[Records contained in a dataset]
+ + + +

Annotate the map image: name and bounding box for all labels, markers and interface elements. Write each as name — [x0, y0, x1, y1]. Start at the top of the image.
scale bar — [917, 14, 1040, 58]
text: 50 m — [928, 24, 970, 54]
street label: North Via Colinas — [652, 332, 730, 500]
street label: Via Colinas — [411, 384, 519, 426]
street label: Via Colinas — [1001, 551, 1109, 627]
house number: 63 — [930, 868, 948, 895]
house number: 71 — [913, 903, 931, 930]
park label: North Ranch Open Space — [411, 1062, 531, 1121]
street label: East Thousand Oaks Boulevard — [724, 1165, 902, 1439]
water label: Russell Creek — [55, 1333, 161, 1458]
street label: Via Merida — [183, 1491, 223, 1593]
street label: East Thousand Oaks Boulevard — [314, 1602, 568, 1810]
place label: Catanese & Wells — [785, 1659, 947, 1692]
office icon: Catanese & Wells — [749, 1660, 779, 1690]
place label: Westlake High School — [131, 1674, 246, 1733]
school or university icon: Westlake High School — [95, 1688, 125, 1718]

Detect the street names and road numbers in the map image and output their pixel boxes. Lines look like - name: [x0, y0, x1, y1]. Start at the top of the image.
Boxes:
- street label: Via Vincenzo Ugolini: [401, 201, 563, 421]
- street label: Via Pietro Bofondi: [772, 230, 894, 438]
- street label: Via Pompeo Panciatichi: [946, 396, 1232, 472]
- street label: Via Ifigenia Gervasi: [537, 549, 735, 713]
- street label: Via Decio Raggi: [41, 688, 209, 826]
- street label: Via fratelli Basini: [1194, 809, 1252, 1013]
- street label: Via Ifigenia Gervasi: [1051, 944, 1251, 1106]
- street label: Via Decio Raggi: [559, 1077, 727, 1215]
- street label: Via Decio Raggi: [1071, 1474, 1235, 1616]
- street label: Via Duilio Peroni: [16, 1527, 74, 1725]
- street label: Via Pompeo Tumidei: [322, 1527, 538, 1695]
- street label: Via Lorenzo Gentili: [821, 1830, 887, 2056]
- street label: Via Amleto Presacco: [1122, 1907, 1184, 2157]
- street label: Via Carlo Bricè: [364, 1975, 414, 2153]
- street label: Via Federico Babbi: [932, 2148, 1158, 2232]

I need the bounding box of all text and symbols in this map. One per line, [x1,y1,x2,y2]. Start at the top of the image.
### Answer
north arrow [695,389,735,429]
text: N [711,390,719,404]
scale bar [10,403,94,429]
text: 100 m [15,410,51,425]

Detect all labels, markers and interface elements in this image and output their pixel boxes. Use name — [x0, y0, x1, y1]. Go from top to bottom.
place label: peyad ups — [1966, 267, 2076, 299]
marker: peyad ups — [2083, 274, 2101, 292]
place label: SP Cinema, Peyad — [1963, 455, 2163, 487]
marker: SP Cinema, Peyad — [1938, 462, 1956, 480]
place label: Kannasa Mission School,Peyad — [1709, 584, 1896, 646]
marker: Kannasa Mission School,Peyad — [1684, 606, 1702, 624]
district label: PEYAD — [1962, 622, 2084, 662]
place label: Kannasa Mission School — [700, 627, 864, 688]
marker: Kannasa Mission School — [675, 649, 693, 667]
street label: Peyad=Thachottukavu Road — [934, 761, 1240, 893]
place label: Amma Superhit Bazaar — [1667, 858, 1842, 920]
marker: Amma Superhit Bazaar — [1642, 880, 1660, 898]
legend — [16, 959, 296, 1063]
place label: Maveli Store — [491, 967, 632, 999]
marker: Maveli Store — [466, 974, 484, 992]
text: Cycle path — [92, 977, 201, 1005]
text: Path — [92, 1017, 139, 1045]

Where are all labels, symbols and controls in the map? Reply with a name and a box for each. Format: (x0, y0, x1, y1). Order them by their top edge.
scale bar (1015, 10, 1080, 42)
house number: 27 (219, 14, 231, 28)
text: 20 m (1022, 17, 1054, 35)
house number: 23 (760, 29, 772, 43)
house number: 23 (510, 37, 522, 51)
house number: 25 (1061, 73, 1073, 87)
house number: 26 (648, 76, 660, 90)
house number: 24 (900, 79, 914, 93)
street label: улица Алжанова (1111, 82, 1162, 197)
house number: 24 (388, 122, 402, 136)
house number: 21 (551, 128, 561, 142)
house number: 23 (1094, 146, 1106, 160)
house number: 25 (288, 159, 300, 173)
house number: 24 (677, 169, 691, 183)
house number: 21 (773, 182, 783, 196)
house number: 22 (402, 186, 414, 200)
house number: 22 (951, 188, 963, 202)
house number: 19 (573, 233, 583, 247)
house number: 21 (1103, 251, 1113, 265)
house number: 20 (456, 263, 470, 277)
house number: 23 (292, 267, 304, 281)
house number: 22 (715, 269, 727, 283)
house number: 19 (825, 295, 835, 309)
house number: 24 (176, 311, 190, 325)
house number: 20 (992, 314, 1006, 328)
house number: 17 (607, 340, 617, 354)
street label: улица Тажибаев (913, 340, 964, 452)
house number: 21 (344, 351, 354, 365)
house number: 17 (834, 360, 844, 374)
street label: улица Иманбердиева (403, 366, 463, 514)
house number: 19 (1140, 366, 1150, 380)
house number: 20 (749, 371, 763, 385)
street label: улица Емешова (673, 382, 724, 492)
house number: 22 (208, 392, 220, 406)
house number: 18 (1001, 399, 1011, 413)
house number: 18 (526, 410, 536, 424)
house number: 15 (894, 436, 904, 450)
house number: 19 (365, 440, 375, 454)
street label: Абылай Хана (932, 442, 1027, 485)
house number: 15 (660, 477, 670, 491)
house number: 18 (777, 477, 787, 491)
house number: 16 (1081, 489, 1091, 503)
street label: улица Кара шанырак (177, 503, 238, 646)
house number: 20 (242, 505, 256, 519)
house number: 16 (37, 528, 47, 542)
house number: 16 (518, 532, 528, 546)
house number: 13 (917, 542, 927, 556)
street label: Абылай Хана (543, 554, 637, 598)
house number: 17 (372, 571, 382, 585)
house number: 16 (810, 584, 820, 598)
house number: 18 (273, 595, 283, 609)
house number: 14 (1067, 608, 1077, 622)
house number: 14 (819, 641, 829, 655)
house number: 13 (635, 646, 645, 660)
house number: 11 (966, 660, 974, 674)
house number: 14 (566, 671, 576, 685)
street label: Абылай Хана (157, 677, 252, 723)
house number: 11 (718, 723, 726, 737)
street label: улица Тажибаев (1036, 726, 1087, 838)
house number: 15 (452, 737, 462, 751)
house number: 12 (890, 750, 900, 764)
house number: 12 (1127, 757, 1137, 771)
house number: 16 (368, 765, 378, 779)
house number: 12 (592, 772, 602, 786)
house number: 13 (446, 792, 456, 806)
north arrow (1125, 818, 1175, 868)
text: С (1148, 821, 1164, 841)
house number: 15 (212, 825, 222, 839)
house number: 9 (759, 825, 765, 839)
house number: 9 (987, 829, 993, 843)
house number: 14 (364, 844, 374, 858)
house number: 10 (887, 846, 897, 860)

+ + + +

Make a copy of each line in the records above that has the word "Catanese".

## COMPLETED TASK
place label: Catanese & Wells — [785, 1659, 947, 1692]
office icon: Catanese & Wells — [749, 1660, 779, 1690]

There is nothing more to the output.